Find each line in the records below that contains the word "canvas", and copy it out.

___ GIVEN RECORDS

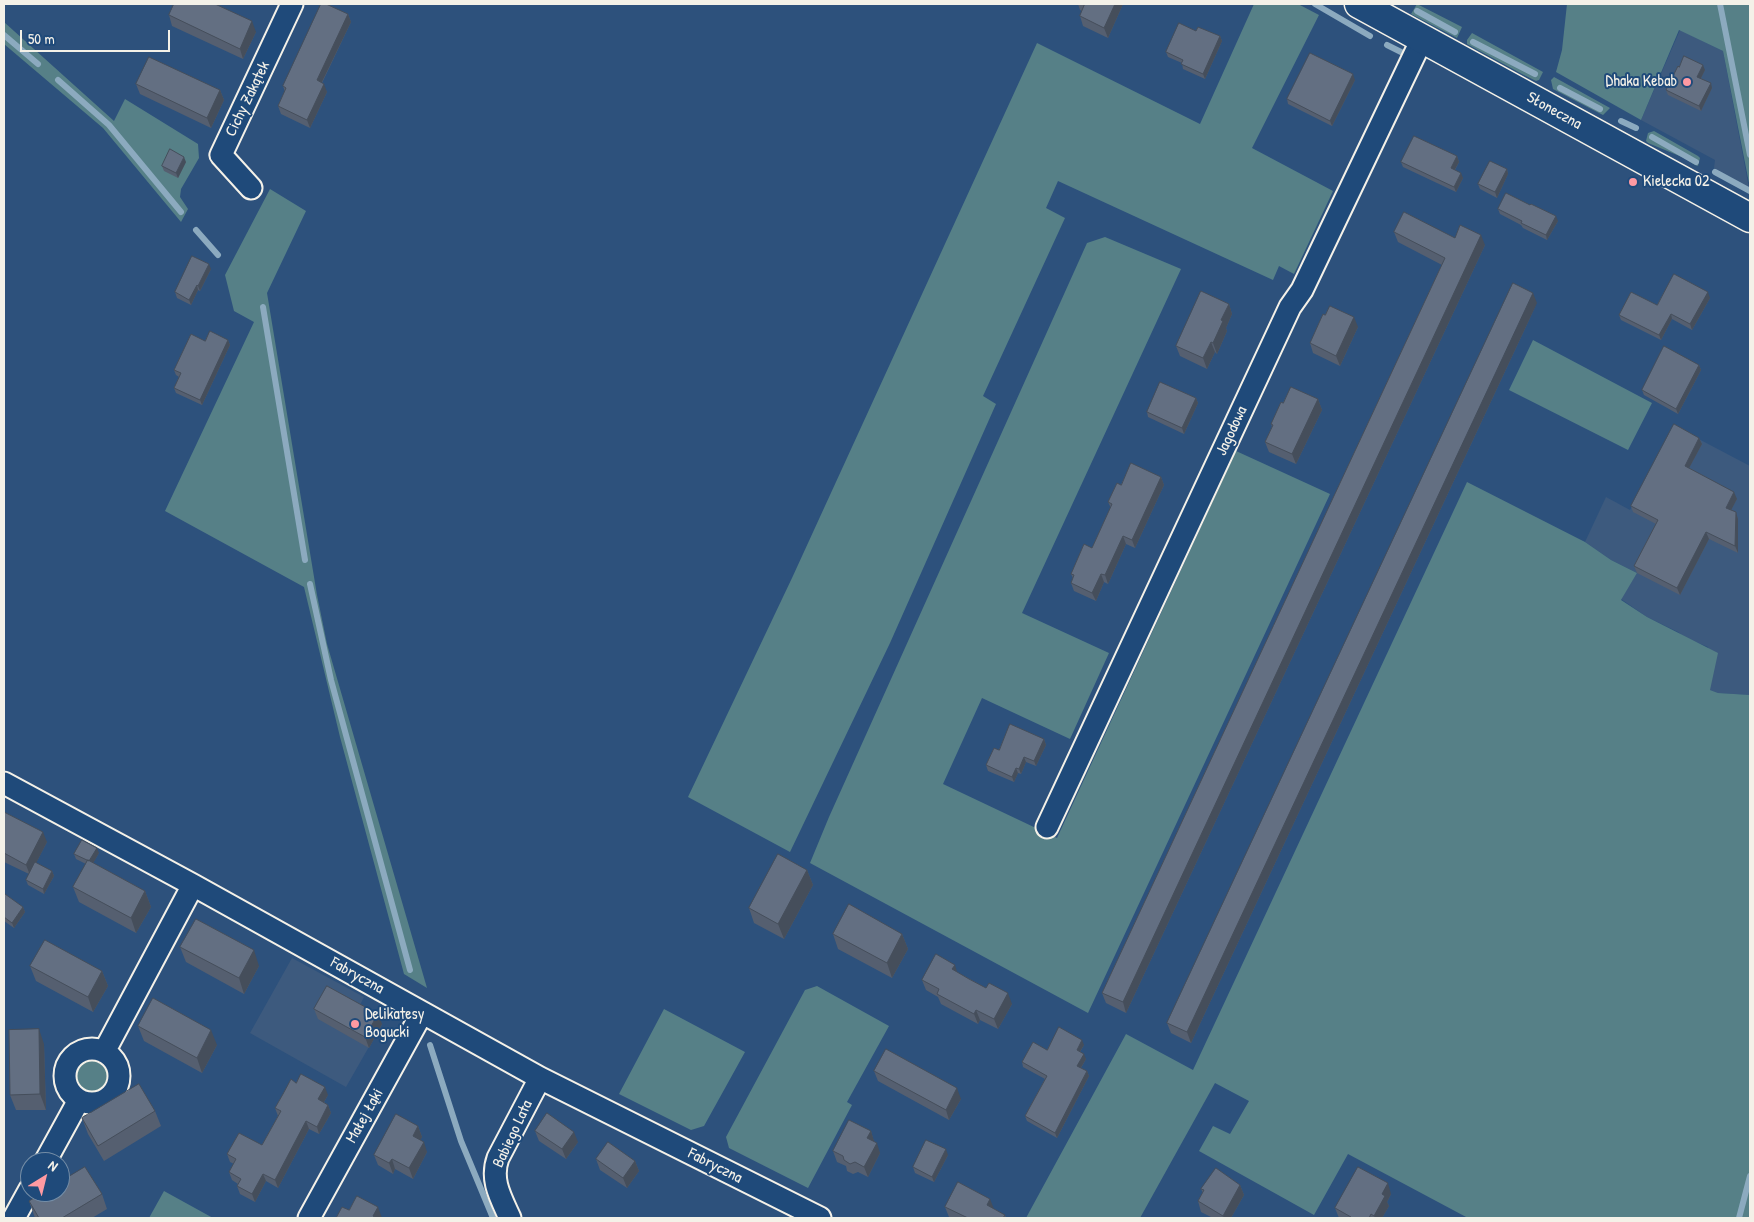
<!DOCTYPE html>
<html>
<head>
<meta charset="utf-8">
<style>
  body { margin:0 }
  #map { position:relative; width:1754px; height:1222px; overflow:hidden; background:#2d517c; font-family:"Patrick Hand",sans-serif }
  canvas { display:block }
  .frame { position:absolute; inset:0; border:5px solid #f4f1e8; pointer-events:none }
  .north { position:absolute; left:20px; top:1152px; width:50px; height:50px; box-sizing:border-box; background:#1f4a7a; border:1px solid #748da6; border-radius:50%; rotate:36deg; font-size:14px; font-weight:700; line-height:20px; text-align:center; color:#f4f1e8 }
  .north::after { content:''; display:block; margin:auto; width:18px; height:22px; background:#ff9aa2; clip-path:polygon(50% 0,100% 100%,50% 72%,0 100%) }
  .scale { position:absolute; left:20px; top:30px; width:150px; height:22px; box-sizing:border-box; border:2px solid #f4f1e8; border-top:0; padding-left:6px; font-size:15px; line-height:18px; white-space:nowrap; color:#f4f1e8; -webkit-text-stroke:4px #1f4a7a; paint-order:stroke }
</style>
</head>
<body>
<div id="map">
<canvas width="1754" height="1222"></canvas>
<div class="frame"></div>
<div class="north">N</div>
<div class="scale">50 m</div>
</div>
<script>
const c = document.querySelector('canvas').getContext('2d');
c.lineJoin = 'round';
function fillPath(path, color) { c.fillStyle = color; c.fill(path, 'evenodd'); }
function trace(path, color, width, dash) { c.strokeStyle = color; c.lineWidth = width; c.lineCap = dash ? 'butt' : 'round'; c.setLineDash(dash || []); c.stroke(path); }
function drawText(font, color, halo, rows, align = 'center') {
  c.font = font + ' "Patrick Hand",sans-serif'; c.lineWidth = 4; c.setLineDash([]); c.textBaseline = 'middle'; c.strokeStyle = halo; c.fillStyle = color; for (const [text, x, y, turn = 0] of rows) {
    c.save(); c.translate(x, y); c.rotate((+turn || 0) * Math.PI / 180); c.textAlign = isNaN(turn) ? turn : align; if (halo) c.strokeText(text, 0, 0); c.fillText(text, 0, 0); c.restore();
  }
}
fillPath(new Path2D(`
  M1680 30 1723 51 1749 188 1714 168 1715 160 1641 120Z
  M1674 426 1750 466V695L1718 693 1710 690 1708 647 1684 637 1678 632 1647 617 1621 599 1637 573 1611 560 1585 542 1606 497 1630 510Z
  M292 958 364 997 357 1011 382 1024 346 1087 250 1033Z`), '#3d5a7e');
fillPath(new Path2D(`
  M1254 4H1298L1319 15 1252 148 1333 191 1294 274 1279 266 1273 280 1058 181 1046 208 1065 218 983 396 996 404 890 643 790 852 688 797 792 578 1037 43 1200 124Z
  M1417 4 1462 27 1457 38 1411 14Z
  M1567 4H1750V188L1723 51 1679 30 1641 120 1556 72 1562 50Z
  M4 22 114 121 125 99 198 144 199 158 181 189 180 197 188 209 181 222 103 128 4 44Z
  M1472 33 1543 72 1539 80 1536 81 1522 74 1467 44V40Z
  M1554 77 1610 108 1603 115 1599 113 1553 89 1551 80Z
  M1654 131 1698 156 1700 158 1698 166 1695 165 1682 157 1648 143 1646 141 1648 133Z
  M270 189 306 211 267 293 317 595 327 644 427 988 404 974 340 737 304 587 165 511 254 322 234 311 225 275Z
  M1105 237 1181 269 1022 613 1109 653 1070 739 982 698 943 784 1057 838 1236 451 1330 494 1088 1013 810 863 829 817 1087 243Z
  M1533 340 1652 403 1628 450 1509 390Z
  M1467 482 1585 542 1611 560 1637 573 1621 600 1647 617 1718 653 1710 690 1718 693 1750 695V1218H1468L1348 1154 1314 1215 1199 1151 1213 1126 1230 1134 1249 1101 1215 1083 1140 1218H1026L1126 1034 1193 1070Z
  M817 986 889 1026 847 1102 852 1105 808 1188 729 1148 726 1137 805 990Z
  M664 1009 745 1052 704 1126 691 1130 619 1094Z
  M73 1076a18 18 0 1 1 36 0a18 18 0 1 1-36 0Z
  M164 1191 213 1218H149Z`), '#568087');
trace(new Path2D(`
  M1315 4 1370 36
  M1720 4 1750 155
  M1417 11 1455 32
  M4 35 38 64
  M1473 42 1535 74
  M1387 45 1405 54
  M58 80 109 125 181 212
  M1560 88 1600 109
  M1621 121 1636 128
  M1652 137 1696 162
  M1715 172 1750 191
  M196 230 218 255
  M263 307 305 560
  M310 584 331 680 410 970
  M430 1045 461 1141 493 1218
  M1739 1218 1750 1176`), '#8caabf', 6);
const minor = new Path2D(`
  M251 188 221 155 292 4
  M4 783 193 885 540 1078 820 1218
  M1047 827 1290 307 1302 290 1422 39
  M65 1076a27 27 0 1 1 54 0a27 27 0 1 1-54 0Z
  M104 1052 193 885
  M45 1162 79 1100
  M14 1218 30 1189
  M309 1218 422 1013
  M510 1218C501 1198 490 1180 498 1158L540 1078`);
const secondary = new Path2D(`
  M1359 4 1750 218`);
trace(minor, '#f4f1e8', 25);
trace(secondary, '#f4f1e8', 31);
trace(minor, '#1f4a7a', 21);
trace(secondary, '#1f4a7a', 28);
fillPath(new Path2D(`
  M1078 4H1123L1108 38 1083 26 1080 16 1082 11 1080 10Z
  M348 14 351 22 322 83 327 92 310 128 281 114 278 106 285 92 283 86Z
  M169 15 256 32 243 59 172 26Z
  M1196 31 1220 36 1222 41 1205 79 1183 69 1182 63 1168 57 1166 52Z
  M1679 67 1705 70 1701 78 1712 88 1701 111 1668 95 1666 90Z
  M1355 80 1332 126 1288 104 1287 99Z
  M136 84 220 90 224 100 211 128 140 94Z
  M1457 156 1459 162 1455 170 1463 178 1456 192 1403 167 1401 162Z
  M186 162 178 178 164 171 162 166Z
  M1507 169 1508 174 1497 198 1480 189 1478 184Z
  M1498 209 1558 221 1547 240 1523 228 1521 225 1500 214Z
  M1394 232 1455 238 1485 245 1126 1013 1106 1003 1102 993 1442 265 1398 242Z
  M211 269 200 291 198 290 191 305 177 298 175 292Z
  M1710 298 1692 330 1672 319 1661 340 1621 320 1619 315 1657 305Z
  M1537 303 1191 1043 1171 1033 1167 1023Z
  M1229 304 1232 314 1226 328 1227 331 1217 354 1215 352 1207 369 1180 356 1176 346Z
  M1358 327 1340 366 1313 353 1310 343Z
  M228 340 230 345 202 405 176 393 174 388 179 377 176 375 174 370 205 341Z
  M1699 365 1701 370 1678 414 1644 395 1642 390Z
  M1196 398 1198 403 1184 434 1148 417 1147 412Z
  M1318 399 1322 410 1296 464 1269 452 1265 442 1272 427 1271 424 1283 403Z
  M1699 438 1702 444 1689 468 1737 499 1731 510 1736 512 1738 519V553L1709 539 1680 595 1637 573 1634 566 1656 524 1633 512 1631 506Z
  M1161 477 1164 485 1135 548 1126 544 1108 584 1104 582 1096 601 1074 591 1071 583 1073 578 1071 574 1092 548 1111 508 1108 502 1121 485Z
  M1044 739 1046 745 1036 766 1026 762 1021 774 1018 773 1014 782 988 771 986 765 999 750Z
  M4 812 47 842 36 863 52 871 54 876 44 894 28 885 26 880 29 874 4 862Z
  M99 853 93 863 145 891 151 907 136 933 79 902 73 887 86 864 76 859 74 854Z
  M807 870 813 885 784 939 754 923 749 908Z
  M4 896 23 907 25 912 14 928 4 921Z
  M833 934H902L908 949 892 978 838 949Z
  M180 947 259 966 244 994 186 962Z
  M30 966 102 971 108 986 93 1012 36 981Z
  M957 972 986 988 1012 1004 998 1029 980 1020 978 1024 941 1004 938 997 926 990 922 980Z
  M314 1009 382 1024 369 1048 318 1019Z
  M138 1026 217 1045 202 1073 144 1041Z
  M44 1044 46 1110H16L10 1095Z
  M1084 1045 1080 1052 1086 1059 1081 1068 1087 1071 1089 1076 1057 1138 1027 1121 1025 1116 1045 1079 1023 1067 1022 1062 1047 1050Z
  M874 1071 961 1099 949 1120 878 1081Z
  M296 1083 328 1095 324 1102 328 1105 331 1113 319 1134 309 1129 278 1188 266 1181 255 1202 240 1194 237 1186 238 1184 232 1180 229 1172 234 1164 230 1162 227 1154 262 1145 278 1116 275 1108Z
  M155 1111 161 1126 104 1161 88 1134 82 1118Z
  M418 1126 422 1137 420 1140 427 1152 413 1179 395 1169 393 1174 378 1165 374 1155Z
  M535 1131 578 1142 566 1159 539 1141Z
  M871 1131 874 1142 880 1153 868 1177 858 1172 853 1174 847 1171 846 1166 837 1162 833 1151Z
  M948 1155 934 1182 915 1173 913 1167Z
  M596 1159 635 1161 639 1171 627 1188 600 1170Z
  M1240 1185 1244 1195 1231 1218H1213L1201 1212 1198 1201 1203 1193 1201 1189Z
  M102 1194 107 1209 92 1218H35L29 1201Z
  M1391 1194 1387 1202 1389 1206 1382 1218H1339L1335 1208Z
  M945 1207 994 1209 1005 1215 1006 1218H951L949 1217Z`), '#555f70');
fillPath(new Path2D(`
  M1115 4H1123L1108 38 1104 28Z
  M348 14 351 22 319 88 317 80Z
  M252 21 256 32 243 59 240 49Z
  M1220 36 1222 41 1205 79 1203 74Z
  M1703 65 1705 70 1699 82 1697 77Z
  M1353 74 1355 80 1332 126 1330 121Z
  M1711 83 1712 88 1701 111 1699 106Z
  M324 84 327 92 310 128 307 120Z
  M220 90 224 100 211 128 207 118Z
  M1457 156 1459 162 1453 173 1451 168Z
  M184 157 186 162 178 178 176 173Z
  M1507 169 1508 174 1497 198 1495 192Z
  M1461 173 1463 178 1456 192 1454 187Z
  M1556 216 1558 221 1547 240 1546 235Z
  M1481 235 1485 245 1126 1013 1123 1002Z
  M209 264 211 269 200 291 198 286Z
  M197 285 198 290 191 305 189 300Z
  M1708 292 1710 298 1692 330 1690 324Z
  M1533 293 1537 303 1191 1043 1187 1032Z
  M1229 304 1232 314 1226 328 1227 331 1217 354 1213 343 1221 320Z
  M1671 314 1672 319 1661 340 1659 335Z
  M1354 317 1358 327 1340 366 1336 356Z
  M228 340 230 345 202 405 200 400Z
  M1211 342 1215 352 1207 369 1203 358Z
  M1699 365 1701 370 1678 414 1676 409Z
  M1196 398 1198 403 1184 434 1182 428Z
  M1318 399 1322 410 1296 464 1292 454Z
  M1699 438 1702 444 1687 472 1685 466Z
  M1161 477 1164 485 1135 548 1132 540Z
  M1734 492 1737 499 1729 514 1726 508Z
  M1736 512 1738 519V553L1735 546Z
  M1706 532 1709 539 1680 595 1677 588Z
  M1123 536 1126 544 1108 584 1105 575Z
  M1101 574 1104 582 1096 601 1092 593Z
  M1044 739 1046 745 1036 766 1034 761Z
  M1024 757 1026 762 1021 774 1019 769Z
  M1016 768 1018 773 1014 782 1012 777Z
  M43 832 47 842 30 875 26 865Z
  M97 848 99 853 91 867 89 861Z
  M807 870 813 885 784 939 778 924Z
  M52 871 54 876 44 894 43 889Z
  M145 891 151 907 136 933 131 918Z
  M23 907 25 912 14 928 12 923Z
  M902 934 908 949 892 978 887 963Z
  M254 950 259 966 244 994 239 978Z
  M955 965 958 975 952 969Z
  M102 971 108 986 93 1012 88 997Z
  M1008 993 1012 1004 998 1029 994 1019Z
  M976 1010 980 1020 978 1024 974 1014Z
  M378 1014 382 1024 369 1048 365 1037Z
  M39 1029 44 1044 46 1110 40 1094Z
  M211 1030 217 1045 202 1073 197 1058Z
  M1082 1040 1084 1045 1078 1055 1077 1050Z
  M1084 1054 1086 1059 1079 1071 1077 1066Z
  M1087 1071 1089 1076 1057 1138 1055 1133Z
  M325 1087 328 1095 321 1107 318 1099Z
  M957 1088 961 1099 949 1120 946 1110Z
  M328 1105 331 1113 319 1134 317 1127Z
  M306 1121 309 1129 278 1188 275 1180Z
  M418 1126 422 1137 417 1146 413 1136Z
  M871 1131 874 1141 871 1149 867 1138Z
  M574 1132 578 1142 566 1159 562 1149Z
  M424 1142 427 1152 413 1179 409 1168Z
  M877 1143 880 1153 868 1177 864 1167Z
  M946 1149 948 1155 934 1182 932 1177Z
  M392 1159 395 1169 393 1174 389 1163Z
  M635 1161 639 1171 627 1188 623 1178Z
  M263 1174 266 1181 255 1202 252 1194Z
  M1388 1183 1391 1194 1387 1202 1389 1206 1382 1218H1375L1374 1216 1382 1194Z
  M1240 1185 1244 1195 1231 1218H1224L1223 1216Z
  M990 1199 994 1209 987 1205Z
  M378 1207 382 1218H374L373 1216Z`), '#454e5b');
const building = new Path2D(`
  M174 4H215L252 21 240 49 169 15Z
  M321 4H326L348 14 317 80 324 84 307 120 278 106 286 88 283 86Z
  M1085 4H1115L1104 28 1080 16Z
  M1179 23 1196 31 1198 27 1220 36 1203 74 1181 64 1183 60 1166 52Z
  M1310 53 1353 74 1330 121 1287 99Z
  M1684 56 1703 65 1697 77 1711 83 1699 106 1666 90 1678 66 1679 67Z
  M149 57 220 90 207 118 136 84Z
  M1414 136 1457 156 1451 168 1461 173 1454 187 1401 162Z
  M170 149 184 157 176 173 162 166Z
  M1490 161 1507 169 1495 192 1478 184Z
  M1506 193 1530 205 1531 204 1556 216 1546 235 1521 223 1522 221 1498 209Z
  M1404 212 1455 238 1460 225 1481 235 1123 1002 1102 993 1445 258 1394 232Z
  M192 256 209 264 198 286 197 285 189 300 175 292Z
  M1674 274 1708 292 1690 324 1671 314 1659 335 1619 315 1631 292 1657 305Z
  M1513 283 1533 293 1187 1032 1167 1023Z
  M1201 291 1229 304 1221 320 1223 321 1213 343 1211 342 1203 358 1176 346Z
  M1330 306 1354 317 1336 356 1310 343 1323 314 1325 315Z
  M210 331 228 340 200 400 174 388 181 373 174 370 191 334 205 341Z
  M1664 346 1699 365 1676 409 1642 390Z
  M1160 382 1196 398 1182 428 1147 412Z
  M1291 387 1318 399 1292 454 1265 442 1273 425 1271 424 1281 402 1283 403Z
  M1674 424 1699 438 1685 466 1734 492 1726 508 1736 512 1735 546 1706 532 1677 588 1634 566 1658 520 1631 506Z
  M1131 463 1161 477 1132 540 1123 536 1105 575 1101 574 1092 593 1071 583 1074 575 1071 574 1084 544 1092 548 1112 504 1108 502 1117 483 1121 485Z
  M1010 724 1044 739 1034 761 1024 757 1019 769 1016 768 1012 777 986 765 994 748 999 750Z
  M4 812 43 832 26 865 4 853Z
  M82 840 97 848 89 861 74 854Z
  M778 854 807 870 778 924 749 908Z
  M88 860 145 891 131 918 73 887Z
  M35 862 52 871 43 889 26 880Z
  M5 894 23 907 12 923 4 917V896Z
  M849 904 902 934 887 963 833 934Z
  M196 919 254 950 239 978 180 947Z
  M45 940 102 971 88 997 30 966Z
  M936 954 955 965 952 969 969 979 986 988 989 983 1008 993 994 1019 976 1010 974 1014 937 994 939 989 922 980Z
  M327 986 378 1014 365 1037 314 1009Z
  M153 998 211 1030 197 1058 138 1026Z
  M1059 1027 1082 1040 1077 1050 1084 1054 1077 1066 1087 1071 1055 1133 1025 1116 1047 1076 1022 1062 1033 1042 1047 1050Z
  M39 1029 40 1094 10 1095 9 1030Z
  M886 1049 957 1088 946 1110 874 1071Z
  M301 1074 325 1087 318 1099 328 1105 317 1127 306 1121 275 1180 263 1174 252 1194 237 1186 241 1179 229 1172 236 1159 227 1154 239 1133 262 1145 281 1111 275 1108 283 1094 291 1079 296 1083Z
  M139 1084 155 1111 98 1146 82 1118Z
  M547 1113 574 1132 562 1149 535 1131Z
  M396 1114 418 1126 413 1136 424 1142 409 1168 392 1159 389 1163 374 1155Z
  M849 1120 871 1131 867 1138 877 1143 864 1167 855 1162 850 1164 844 1160 843 1156 833 1151Z
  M926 1140 946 1149 932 1177 913 1167Z
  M608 1142 635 1161 623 1178 596 1159Z
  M85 1167 102 1194 62 1218H39L29 1201 44 1192H60V1182Z
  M1358 1167 1388 1183 1382 1194 1385 1196 1374 1216 1371 1214 1369 1218H1350L1351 1217 1335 1208Z
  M1216 1168 1240 1185 1223 1216 1198 1201 1204 1190 1201 1189Z
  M958 1182 990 1199 987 1205 1005 1215 1003 1218H968L945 1207Z
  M357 1196 378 1207 373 1216 377 1218H336L342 1207 349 1210Z`);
fillPath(building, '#636f82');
trace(building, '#454e5b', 1);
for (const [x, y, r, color] of [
  [1687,82,5,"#ff9aa2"],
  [1633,182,5,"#ff9aa2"],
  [355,1024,5,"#ff9aa2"]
]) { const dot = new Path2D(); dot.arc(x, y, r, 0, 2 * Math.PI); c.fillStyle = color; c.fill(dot); trace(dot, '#1f4a7a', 2); }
drawText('16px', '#f4f1e8', '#1f4a7a', [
  ["Dhaka Kebab",1677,82,"right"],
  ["Kielecka 02",1643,182],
  ["Delikatesy",365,1015],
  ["Bogucki",365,1033]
], 'left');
drawText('16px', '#f4f1e8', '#1f4a7a', [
  ["Cichy Zakątek",248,99,-64],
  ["Słoneczna",1554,111,29],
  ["Jagodowa",1232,431,-65],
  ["Fabryczna",357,976,29],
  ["Małej Łąki",365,1116,-61],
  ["Babiego Lata",513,1134,-65],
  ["Fabryczna",715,1166,27]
]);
</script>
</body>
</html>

______

RESULT =
  canvas { display:block }
<canvas width="1754" height="1222"></canvas>
const c = document.querySelector('canvas').getContext('2d');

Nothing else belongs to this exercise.